#### Work item
Your task is to copy each line in the listing that includes the word "green".

#### Raw data
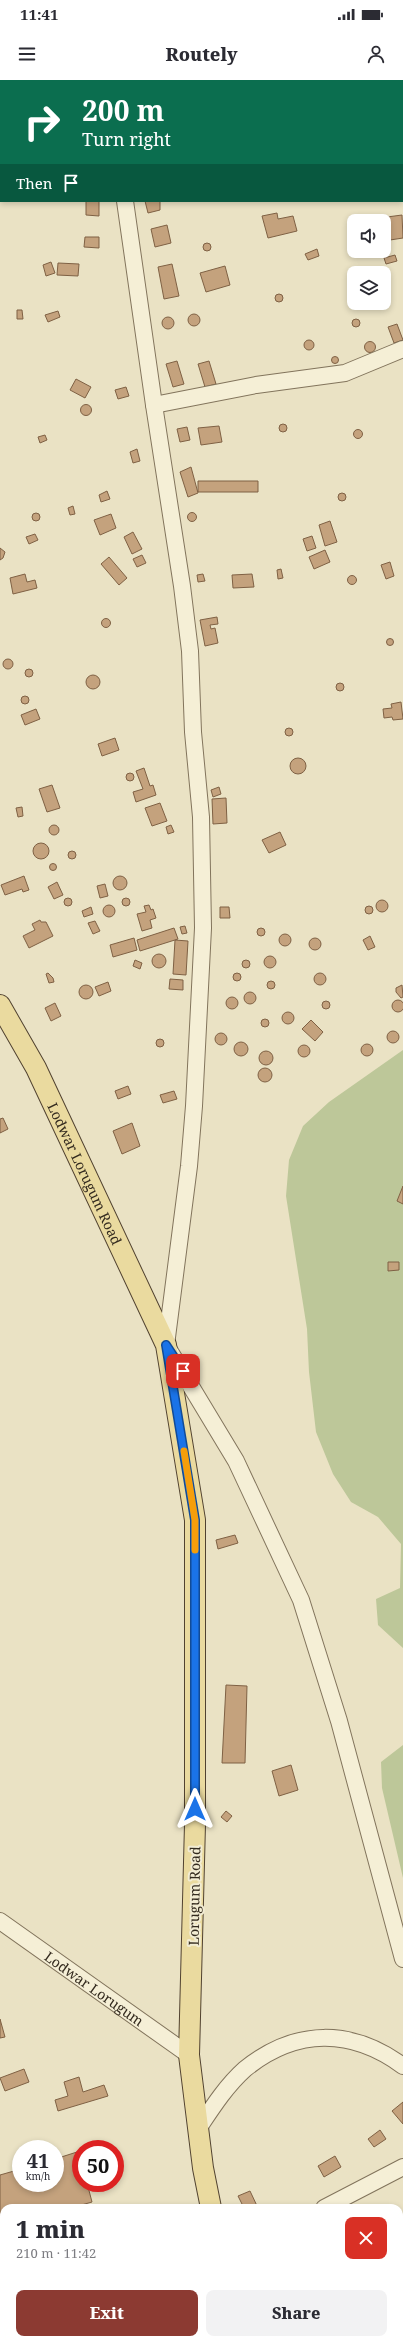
<!DOCTYPE html>
<meta charset="utf-8">
<style>
:root{--surface:#fff;--page:#f2f2f3;--text:#2b2b33;--muted:#7c7c81;--accent:#8c3a32}
body{margin:0;font-family:"Noto Serif",serif;background:var(--page);color:var(--text);height:100vh;display:flex;flex-direction:column;font-size:15px;white-space:nowrap}
*{box-sizing:border-box;margin:0}
p{font-size:13px;color:var(--muted)}
.icon{flex:none;width:22px;height:22px;fill:none;stroke:currentColor;stroke-width:2;stroke-linecap:round;stroke-linejoin:round}
.map{position:relative;flex:1;overflow:hidden}
.details{position:absolute;left:0px;top:2124px;width:403px;height:140px;display:flex;flex-direction:column;background:var(--surface);border-radius:12px 12px 0 0;box-shadow:0 2px 6px #0003}
.details>*{flex:none}
.banner{position:absolute;left:0px;top:0px;width:403px;height:122px;box-shadow:0 2px 6px #0003;background:#0b6e4f;color:#fff;overflow:hidden}
.fabs{position:absolute;left:347px;top:134px;display:grid;gap:8px}
.fabs a{display:grid;place-items:center;width:44px;height:44px;border-radius:8px;background:var(--surface);box-shadow:0 2px 6px #0003;font-size:20px}
.speed{position:absolute;left:12px;top:2060px;display:flex;gap:8px;font-size:20px;font-weight:700;text-align:center}
.speed>*{display:grid;place-content:center;width:52px;height:52px;border-radius:50%;background:var(--surface);box-shadow:0 2px 6px #0003;line-height:1}
.speed small{font-size:10px;font-weight:400}
.speed .limit{border:6px solid #d22;background:#fff;color:#111}
.pin{position:absolute;display:grid;place-items:center;width:34px;height:34px;color:#fff;margin:-17px;border-radius:8px;box-shadow:0 2px 6px #0006}
.me{position:absolute;width:44px;margin:-22px;rotate:0deg;stroke-linejoin:round;filter:drop-shadow(0 0 3px #0008)}
.turn{display:flex;align-items:center;gap:14px;height:84px;padding:0 16px;font-size:18px}
.turn .icon{width:52px;height:52px;stroke-width:2.5}
.turn b{display:block;font-size:28px;line-height:34px}
.then{display:flex;align-items:center;height:38px;padding:0 16px;background:#0003;gap:8px;font-size:15px}
.round{display:grid;place-items:center;flex:none;width:42px;height:42px;border-radius:8px;background:var(--page)}
.overview{display:flex;align-items:center;justify-content:space-between;height:68px;padding:0 16px}
h1{font-size:24px;font-weight:800;line-height:30px}
.cta{display:flex;gap:8px;margin-top:auto;padding:8px 16px}
.cta a{flex:1;height:46px;border-radius:8px;background:var(--accent);color:#fff;font-size:16px;font-weight:800;line-height:46px;text-align:center}
.cta a+a{background:var(--page);color:var(--text)}
.status{display:flex;justify-content:space-between;align-items:center;height:28px;padding:0 20px;background:var(--surface);direction:ltr}
.status svg{height:11px;fill:currentColor}
header{display:flex;justify-content:space-between;align-items:center;height:52px;padding:0 16px;background:var(--surface);font-size:18px;font-weight:800}
.map>svg:first-child{display:block}
.green{fill:#bdc799}
.building{fill:#c4a27d;stroke:#7f6144}
.lines{fill:none;stroke-linecap:round;stroke-linejoin:round}
.minor-casing{stroke:#82745c;stroke-width:18}
.major-casing{stroke:#514230;stroke-width:22}
.path{stroke:#82745c;stroke-width:2.5;stroke-dasharray:3 2;stroke-linecap:butt}
.minor{stroke:#f5efd6;stroke-width:16}
.major{stroke:#eada9f;stroke-width:20}
.route-casing{stroke:#114b97;stroke-width:10}
.route{stroke:#1a73e8;stroke-width:7}
.slow{stroke:#f59e0b;stroke-width:7}
.labels{text-anchor:middle;dominant-baseline:central;stroke-width:4;stroke-linejoin:round;paint-order:stroke}
.street-label{font-size:14px;fill:#342b1f;stroke:#f2ecd3}
</style>
<div class="status"><b>11:41</b><svg viewBox="0 0 49 12"><path d="M0 12V9h3v3zM5 12V6h3v6zM10 12V3h3v9zM15 12V0h3v12zM26 1h20v11H26zM47 4h2v5h-2z"/></svg></div>
<header><svg class="icon" aria-label="menu" viewBox="0 0 24 24"><path d="M4 6h16M4 12h16M4 18h16"/></svg>Routely<svg class="icon" aria-label="person" viewBox="0 0 24 24"><circle cx="12" cy="8" r="4"/><path d="M4 21q1-7 8-7t8 7"/></svg></header>
<div class="map">
<svg width="403" height="2264" viewBox="0 0 403 2264">
<rect width="100%" height="100%" fill="#eae2c4"/>
<path class="green" d="M403,970V1568L378,1545L376,1519L400,1508L401,1464L378,1437L351,1422L333,1394L316,1352L309,1292L307,1249L286,1116L289,1080L303,1046L329,1022Z
M403,1665V1798L382,1708L381,1682Z"/>
<path class="building" d="M86,121H99V136L86,135Z
M145,121H160V130L148,133Z
M277,133L278,139L293,136L297,151L268,158L262,136Z
M402,135L403,158L390,160L387,137Z
M167,145L171,163L155,167L151,149Z
M85,157H99V168L84,167Z
M203 167a4 4 0 1 1 8 0a4 4 0 1 1-8 0Z
M317,169L319,176L308,180L305,174Z
M395,175L397,181L386,184L384,178Z
M51,182L55,193L46,196L43,185Z
M58,183L79,184L78,196L57,195Z
M172,184L179,216L164,219L158,187Z
M225,186L230,205L206,212L200,193Z
M275 218a4 4 0 1 1 8 0a4 4 0 1 1-8 0Z
M17,230H22L23,239H17Z
M58,231L60,237L48,242L45,235Z
M188 240a6 6 0 1 1 12 0a6 6 0 1 1-12 0Z
M162 243a6 6 0 1 1 12 0a6 6 0 1 1-12 0Z
M352 243a4 4 0 1 1 8 0a4 4 0 1 1-8 0Z
M397,244L403,260L394,263L388,247Z
M304 265a5 5 0 1 1 10 0a5 5 0 1 1-10 0Z
M364.5 267a5.5 5.5 0 1 1 11 0a5.5 5.5 0 1 1-11 0Z
M331.5 280a3.5 3.5 0 1 1 7 0a3.5 3.5 0 1 1-7 0Z
M177,281L184,304L173,307L166,284Z
M209,281L216,304L205,307L198,284Z
M76,299L91,307L85,318L70,310Z
M126,307L129,316L118,319L115,310Z
M80.5 330a5.5 5.5 0 1 1 11 0a5.5 5.5 0 1 1-11 0Z
M279 348a4 4 0 1 1 8 0a4 4 0 1 1-8 0Z
M219,346L222,362L201,365L198,348Z
M187,347L190,360L180,362L177,349Z
M353.5 354a4.5 4.5 0 1 1 9 0a4.5 4.5 0 1 1-9 0Z
M45,355L47,360L40,363L38,357Z
M137,369L140,381L133,383L130,372Z
M191,387L198,413L188,417L180,392Z
M198,401H258V412H198Z
M107,411L110,419L101,422L99,415Z
M338 417a4 4 0 1 1 8 0a4 4 0 1 1-8 0Z
M73,426L75,434L70,435L68,428Z
M187.5 437a4.5 4.5 0 1 1 9 0a4.5 4.5 0 1 1-9 0Z
M32 437a4 4 0 1 1 8 0a4 4 0 1 1-8 0Z
M111,434L116,448L100,455L94,440Z
M330,441L337,462L325,466L319,445Z
M133,452L142,469L132,474L124,457Z
M35,454L38,460L29,464L26,457Z
M312,456L316,468L307,471L303,459Z
M0,468L5,472L3,478L0,480Z
M325,470L330,482L314,489L309,477Z
M142,475L146,483L137,487L133,479Z
M109,477L127,498L119,505L101,484Z
M390,482L394,496L386,499L381,485Z
M281,489L283,498L278,499L277,490Z
M25,494L27,502L35,500L37,508L13,514L10,498Z
M203,494L205,501L198,502L197,495Z
M252,494L254,507L233,508L232,495Z
M347.5 500a4.5 4.5 0 1 1 9 0a4.5 4.5 0 1 1-9 0Z
M217,537L218,544L210,545L211,549L215,548L218,563L205,566L200,540Z
M101.5 543a4.5 4.5 0 1 1 9 0a4.5 4.5 0 1 1-9 0Z
M386.5 562a3.5 3.5 0 1 1 7 0a3.5 3.5 0 1 1-7 0Z
M3 584a5 5 0 1 1 10 0a5 5 0 1 1-10 0Z
M25 593a4 4 0 1 1 8 0a4 4 0 1 1-8 0Z
M86 602a7 7 0 1 1 14 0a7 7 0 1 1-14 0Z
M336 607a4 4 0 1 1 8 0a4 4 0 1 1-8 0Z
M21 620a4 4 0 1 1 8 0a4 4 0 1 1-8 0Z
M401,622L403,639L393,640L392,637L384,638L383,629L392,628L391,624Z
M36,629L40,639L25,645L21,635Z
M285 652a4 4 0 1 1 8 0a4 4 0 1 1-8 0Z
M115,658L119,670L102,676L98,664Z
M290 686a8 8 0 1 1 16 0a8 8 0 1 1-16 0Z
M144,688L150,706L153,705L156,715L136,722L133,712L143,709L136,691Z
M126 697a4 4 0 1 1 8 0a4 4 0 1 1-8 0Z
M52,705L60,728L47,732L39,709Z
M219,707L221,714L213,717L211,710Z
M226,718L227,743L213,744L212,719Z
M160,723L167,741L152,746L145,728Z
M22,727L23,736L18,737L16,728Z
M49 750a5 5 0 1 1 10 0a5 5 0 1 1-10 0Z
M171,745L174,752L168,754L166,747Z
M280,752L286,765L269,773L262,760Z
M33 771a8 8 0 1 1 16 0a8 8 0 1 1-16 0Z
M68 775a4 4 0 1 1 8 0a4 4 0 1 1-8 0Z
M49.5 787a3.5 3.5 0 1 1 7 0a3.5 3.5 0 1 1-7 0Z
M113 803a7 7 0 1 1 14 0a7 7 0 1 1-14 0Z
M24,796L29,810L23,812L22,809L5,815L1,805Z
M57,802L63,815L54,819L48,807Z
M105,804L108,816L100,818L97,806Z
M122 822a4 4 0 1 1 8 0a4 4 0 1 1-8 0Z
M64 822a4 4 0 1 1 8 0a4 4 0 1 1-8 0Z
M376 826a6 6 0 1 1 12 0a6 6 0 1 1-12 0Z
M103 831a6 6 0 1 1 12 0a6 6 0 1 1-12 0Z
M149,825L151,830L153,829L156,838L150,840L152,848L142,851L137,834L146,832L144,826Z
M365 830a4 4 0 1 1 8 0a4 4 0 1 1-8 0Z
M91,827L93,834L84,837L82,831Z
M220,827H229L230,838H220Z
M40,840L41,842H46L53,856L29,868L23,856L35,850L32,844Z
M95,841L100,851L93,854L88,843Z
M185,846L187,853L182,854L180,847Z
M174,848L178,859L140,871L137,860Z
M257 852a4 4 0 1 1 8 0a4 4 0 1 1-8 0Z
M279 860a6 6 0 1 1 12 0a6 6 0 1 1-12 0Z
M370,856L375,867L368,870L363,860Z
M309 864a6 6 0 1 1 12 0a6 6 0 1 1-12 0Z
M134,858L137,870L113,877L110,865Z
M175,860L188,861L186,895L173,894Z
M152 881a7 7 0 1 1 14 0a7 7 0 1 1-14 0Z
M264 882a6 6 0 1 1 12 0a6 6 0 1 1-12 0Z
M135,880L142,883L140,889L133,886Z
M242 884a4 4 0 1 1 8 0a4 4 0 1 1-8 0Z
M314 899a6 6 0 1 1 12 0a6 6 0 1 1-12 0Z
M48,893L53,898L54,902L49,903L46,894Z
M233 897a4 4 0 1 1 8 0a4 4 0 1 1-8 0Z
M170,899L183,900V910L169,909Z
M267 905a4 4 0 1 1 8 0a4 4 0 1 1-8 0Z
M108,902L111,911L99,916L95,907Z
M402,905L403,917L401,918L396,912V908Z
M79 912a7 7 0 1 1 14 0a7 7 0 1 1-14 0Z
M244 918a6 6 0 1 1 12 0a6 6 0 1 1-12 0Z
M226 923a6 6 0 1 1 12 0a6 6 0 1 1-12 0Z
M392 926a6 6 0 1 1 12 0a6 6 0 1 1-12 0Z
M322 925a4 4 0 1 1 8 0a4 4 0 1 1-8 0Z
M55,923L61,936L51,941L45,928Z
M282 938a6 6 0 1 1 12 0a6 6 0 1 1-12 0Z
M261 943a4 4 0 1 1 8 0a4 4 0 1 1-8 0Z
M311,940L323,952L315,961L302,949Z
M387 957a6 6 0 1 1 12 0a6 6 0 1 1-12 0Z
M215 959a6 6 0 1 1 12 0a6 6 0 1 1-12 0Z
M156 963a4 4 0 1 1 8 0a4 4 0 1 1-8 0Z
M234 969a7 7 0 1 1 14 0a7 7 0 1 1-14 0Z
M361 970a6 6 0 1 1 12 0a6 6 0 1 1-12 0Z
M298 971a6 6 0 1 1 12 0a6 6 0 1 1-12 0Z
M259 978a7 7 0 1 1 14 0a7 7 0 1 1-14 0Z
M258 995a7 7 0 1 1 14 0a7 7 0 1 1-14 0Z
M128,1006L131,1014L118,1019L115,1011Z
M174,1011L177,1019L163,1023L160,1015Z
M3,1038L8,1049L0,1053V1039Z
M132,1043L140,1066L122,1074L113,1051Z
M403,1106V1124L397,1121Z
M388,1182H399V1190L388,1191Z
M235,1455L238,1463L218,1469L216,1460Z
M226,1605L247,1606L245,1683H222Z
M291,1685L298,1710L279,1716L272,1691Z
M226,1731L232,1736L227,1742L221,1737Z
M0,1939L5,1957L0,1958Z
M24,1989L29,2002L5,2011L0,1998Z
M79,1997L83,2012L104,2005L108,2016L58,2031L55,2020L68,2016L64,2002Z
M403,2022V2044L392,2031Z
M380,2050L386,2059L374,2067L368,2059Z
M77,2072L81,2084V2103H87L92,2122L71,2128H4V2148L0,2149V2095L21,2089V2103H55V2079Z
M335,2076L341,2087L324,2097L318,2086Z
M250,2111L258,2128H244L238,2116Z
M4,2151V2201L0,2202V2152Z"/>
<g class="lines">
<g class="minor-casing">
<g id="minor">
<path d="M113,0V1"/>
<path d="M0,58H1"/>
<path d="M125,121L154,325L182,506L190,571L193,652L201,737L203,848L194,1026L189,1086L166,1265L236,1381L301,1520L339,1641L403,1879"/>
<path d="M154,325L256,305L345,293L403,269"/>
<path id="s1" d="M0,1841L189,1975"/>
<path d="M198,2049C212,2028 226,2006 245,1989C296,1948 351,1948 403,1986"/>
<path d="M324,2128L403,2087"/>
</g>
</g>
<g class="major-casing">
<g id="major">
<path id="s2" d="M0,925L36,988L166,1265L195,1440V1744L189,1975L203,2088L211,2128"/>
<path d="M248,2260L249,2264"/>
</g>
</g>
<path class="path" d="M402,52H403"/>
<use href="#minor" class="minor"/>
<use href="#major" class="major"/>
</g>
<g class="lines">
<g class="route-casing">
<path id="route" d="M183,1291L166,1265L195,1440V1729"/>
</g>
<use href="#route" class="route"/>
<path class="slow" d="M184,1371L195,1440V1470"/>
</g>
<g class="labels">
<g class="street-label">
<text stroke="none"><textPath href="#s2" startOffset="189">Lodwar Lorugum Road</textPath></text>
<text transform="translate(194 1816) rotate(-89)">Lorugum Road</text>
<text stroke="none"><textPath href="#s1" startOffset="116">Lodwar Lorugum</textPath></text>
</g>
</g>
</svg>
<div class="fabs">
<a><svg class="icon" aria-label="sound" viewBox="0 0 24 24"><path d="M4 9h4l5-4v14l-5-4H4zM17 9q2 3 0 6"/></svg></a>
<a><svg class="icon" aria-label="layers" viewBox="0 0 24 24"><path d="M12 4l9 5-9 5-9-5zM3 14l9 5 9-5"/></svg></a>
</div>
<div class="speed"><div>41<small>km/h</small></div><div class="limit">50</div></div>
<div class="pin" style="left:183px;top:1291px;background:#d93025"><svg class="icon" aria-label="arrive" viewBox="0 0 24 24"><path d="M6 21V4h12l-3 4 3 4H6"/></svg></div>
<svg class="me" style="left:195px;top:1729px" viewBox="-20 -20 40 40"><path d="M0-17L14 15 0 8-14 15z" fill="#1a73e8" stroke="#fff" stroke-width="4"/></svg>
<div class="banner">
<div class="turn"><svg class="icon" aria-label="right" viewBox="0 0 24 24"><path d="M7 20v-9h11M14 6l5 5-5 5"/></svg><div><b>200 m</b>Turn right</div></div>
<div class="then">Then<svg class="icon" aria-label="arrive" viewBox="0 0 24 24"><path d="M6 21V4h12l-3 4 3 4H6"/></svg></div>
</div>
<section class="details">
<div class="overview"><div><h1>1 min</h1><p>210 m · 11:42</p></div><a class="round" style="background:#d93025;color:#fff"><svg class="icon" aria-label="close" viewBox="0 0 24 24"><path d="M6 6l12 12M18 6L6 18"/></svg></a></div>
<div class="cta"><a>Exit</a><a>Share</a></div>
</section>
</div>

#### Result of this exercise
.green{fill:#bdc799}
<path class="green" d="M403,970V1568L378,1545L376,1519L400,1508L401,1464L378,1437L351,1422L333,1394L316,1352L309,1292L307,1249L286,1116L289,1080L303,1046L329,1022Z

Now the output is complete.